#### [DATA RECORDS]
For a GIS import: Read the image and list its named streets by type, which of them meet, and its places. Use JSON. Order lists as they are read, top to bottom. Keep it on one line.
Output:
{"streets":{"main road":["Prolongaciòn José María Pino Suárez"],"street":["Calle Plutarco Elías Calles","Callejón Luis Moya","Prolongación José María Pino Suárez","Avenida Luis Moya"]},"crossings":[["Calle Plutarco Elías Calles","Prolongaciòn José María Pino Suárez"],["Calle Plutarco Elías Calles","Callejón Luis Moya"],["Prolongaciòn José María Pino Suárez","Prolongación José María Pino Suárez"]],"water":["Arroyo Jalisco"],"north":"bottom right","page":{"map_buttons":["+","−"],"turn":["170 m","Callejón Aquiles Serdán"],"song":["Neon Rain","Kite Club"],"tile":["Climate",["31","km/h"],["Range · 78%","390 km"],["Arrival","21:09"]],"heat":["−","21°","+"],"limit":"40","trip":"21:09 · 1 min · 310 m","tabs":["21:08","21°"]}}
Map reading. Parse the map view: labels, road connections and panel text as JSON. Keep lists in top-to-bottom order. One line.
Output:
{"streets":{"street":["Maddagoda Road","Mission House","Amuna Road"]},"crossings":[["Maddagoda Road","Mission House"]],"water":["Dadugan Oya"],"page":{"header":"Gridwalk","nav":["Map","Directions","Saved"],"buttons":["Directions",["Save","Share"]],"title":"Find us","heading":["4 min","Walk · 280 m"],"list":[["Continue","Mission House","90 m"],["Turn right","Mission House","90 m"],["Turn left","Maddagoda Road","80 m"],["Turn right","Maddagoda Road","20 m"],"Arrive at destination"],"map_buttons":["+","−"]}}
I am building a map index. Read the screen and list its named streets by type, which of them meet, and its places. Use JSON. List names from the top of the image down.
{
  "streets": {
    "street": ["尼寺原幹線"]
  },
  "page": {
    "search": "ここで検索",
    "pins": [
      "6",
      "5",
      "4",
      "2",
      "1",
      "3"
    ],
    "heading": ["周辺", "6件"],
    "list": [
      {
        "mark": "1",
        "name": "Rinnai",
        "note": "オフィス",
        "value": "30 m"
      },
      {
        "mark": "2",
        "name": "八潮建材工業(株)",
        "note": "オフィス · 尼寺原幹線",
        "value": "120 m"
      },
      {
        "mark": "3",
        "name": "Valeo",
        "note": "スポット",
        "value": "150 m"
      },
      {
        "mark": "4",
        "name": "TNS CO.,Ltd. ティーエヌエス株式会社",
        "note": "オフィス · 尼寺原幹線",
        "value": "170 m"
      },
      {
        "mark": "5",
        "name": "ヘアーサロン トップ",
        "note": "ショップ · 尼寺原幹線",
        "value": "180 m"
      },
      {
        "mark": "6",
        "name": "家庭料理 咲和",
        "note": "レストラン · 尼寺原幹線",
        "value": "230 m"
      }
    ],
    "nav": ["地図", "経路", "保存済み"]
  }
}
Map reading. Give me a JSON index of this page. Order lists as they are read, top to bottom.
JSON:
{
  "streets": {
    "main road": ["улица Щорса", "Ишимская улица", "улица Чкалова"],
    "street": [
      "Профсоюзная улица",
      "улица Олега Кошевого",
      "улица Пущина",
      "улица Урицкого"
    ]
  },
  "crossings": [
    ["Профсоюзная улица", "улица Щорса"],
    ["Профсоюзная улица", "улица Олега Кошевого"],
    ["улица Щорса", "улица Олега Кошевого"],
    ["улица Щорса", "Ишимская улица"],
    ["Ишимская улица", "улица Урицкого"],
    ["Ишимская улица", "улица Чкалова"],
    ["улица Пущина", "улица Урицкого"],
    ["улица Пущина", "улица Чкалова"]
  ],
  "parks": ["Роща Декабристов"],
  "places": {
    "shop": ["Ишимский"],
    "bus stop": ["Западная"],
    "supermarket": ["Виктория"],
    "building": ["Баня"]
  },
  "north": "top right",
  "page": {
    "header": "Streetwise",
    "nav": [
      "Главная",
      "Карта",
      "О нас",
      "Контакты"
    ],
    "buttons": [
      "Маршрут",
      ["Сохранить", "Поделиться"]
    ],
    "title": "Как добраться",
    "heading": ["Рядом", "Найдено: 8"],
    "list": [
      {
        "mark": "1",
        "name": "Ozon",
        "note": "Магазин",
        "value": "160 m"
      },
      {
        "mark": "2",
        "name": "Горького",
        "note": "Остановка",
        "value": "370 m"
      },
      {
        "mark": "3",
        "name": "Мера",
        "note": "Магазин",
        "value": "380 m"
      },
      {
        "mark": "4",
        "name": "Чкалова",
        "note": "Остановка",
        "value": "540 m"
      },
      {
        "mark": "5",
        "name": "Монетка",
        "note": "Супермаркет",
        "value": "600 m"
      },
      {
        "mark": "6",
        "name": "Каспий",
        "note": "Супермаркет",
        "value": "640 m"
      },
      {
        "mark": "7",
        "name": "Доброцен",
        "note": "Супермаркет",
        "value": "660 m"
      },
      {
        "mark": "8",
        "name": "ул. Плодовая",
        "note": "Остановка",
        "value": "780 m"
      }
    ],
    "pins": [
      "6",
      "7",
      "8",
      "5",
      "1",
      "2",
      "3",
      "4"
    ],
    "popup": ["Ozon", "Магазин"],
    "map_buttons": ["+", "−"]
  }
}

#### [WHAT IS NEEDED]
Repeat, word for word, the lines above between the line holding "I am building" and the line holding "Map reading. Give", inclusive; omit everything else.

#### [RESULT OF THIS TASK]
I am building a map index. Read the screen and list its named streets by type, which of them meet, and its places. Use JSON. List names from the top of the image down.
{
  "streets": {
    "street": ["尼寺原幹線"]
  },
  "page": {
    "search": "ここで検索",
    "pins": [
      "6",
      "5",
      "4",
      "2",
      "1",
      "3"
    ],
    "heading": ["周辺", "6件"],
    "list": [
      {
        "mark": "1",
        "name": "Rinnai",
        "note": "オフィス",
        "value": "30 m"
      },
      {
        "mark": "2",
        "name": "八潮建材工業(株)",
        "note": "オフィス · 尼寺原幹線",
        "value": "120 m"
      },
      {
        "mark": "3",
        "name": "Valeo",
        "note": "スポット",
        "value": "150 m"
      },
      {
        "mark": "4",
        "name": "TNS CO.,Ltd. ティーエヌエス株式会社",
        "note": "オフィス · 尼寺原幹線",
        "value": "170 m"
      },
      {
        "mark": "5",
        "name": "ヘアーサロン トップ",
        "note": "ショップ · 尼寺原幹線",
        "value": "180 m"
      },
      {
        "mark": "6",
        "name": "家庭料理 咲和",
        "note": "レストラン · 尼寺原幹線",
        "value": "230 m"
      }
    ],
    "nav": ["地図", "経路", "保存済み"]
  }
}
Map reading. Give me a JSON index of this page. Order lists as they are read, top to bottom.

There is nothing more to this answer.